F17 was the first release to completely break this setup for me, while at the same time making it considerably harder to have valid entries in the "richer" grub2 syntax (that I haven't needed for well over a decade on a number of machines in the hundreds).

I really don't like having to choose whether break a perfectly working setup and having two /boot partitions for my rolling upgrades or learn what the absolutely minimal grub2 syntax for simply booting a kernel is - and create scripts that just do the right thing... scripts which were bundled in previous Fedora releases and actually did the right thing.

I guess this is being shoved down my throat anyway. Time to repartition my hard disk moving around some 250GB of data, yay.

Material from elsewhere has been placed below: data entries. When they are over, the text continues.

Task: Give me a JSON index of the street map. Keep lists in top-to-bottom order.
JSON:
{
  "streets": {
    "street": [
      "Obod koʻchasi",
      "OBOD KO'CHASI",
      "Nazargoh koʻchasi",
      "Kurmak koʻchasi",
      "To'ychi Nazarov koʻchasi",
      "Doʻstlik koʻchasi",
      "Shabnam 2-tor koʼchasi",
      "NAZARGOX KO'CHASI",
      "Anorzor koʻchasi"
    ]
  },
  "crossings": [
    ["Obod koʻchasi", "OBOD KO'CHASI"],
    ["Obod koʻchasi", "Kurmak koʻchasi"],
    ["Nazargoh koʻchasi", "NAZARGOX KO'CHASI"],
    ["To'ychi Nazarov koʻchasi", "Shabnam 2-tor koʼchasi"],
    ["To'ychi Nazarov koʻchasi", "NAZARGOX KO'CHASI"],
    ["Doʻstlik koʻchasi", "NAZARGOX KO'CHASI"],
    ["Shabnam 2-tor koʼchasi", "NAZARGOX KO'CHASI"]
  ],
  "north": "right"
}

Comment 12 Mads Kiilerich 2012-08-21 14:29:25 UTC
(In reply to comment #11)
> F17 was the first release to completely break this setup for me

Correct.

But you also no longer need to have a separate /boot. The boot loader code installed in /dev/sda can read /boot from your /. A way to maintain a setup like yours in these modern times is to somehow add a configfile section to the grub.cfg read by your active boot loader - see http://www.gnu.org/software/grub/manual/grub.html#Multi_002dboot-manual-config .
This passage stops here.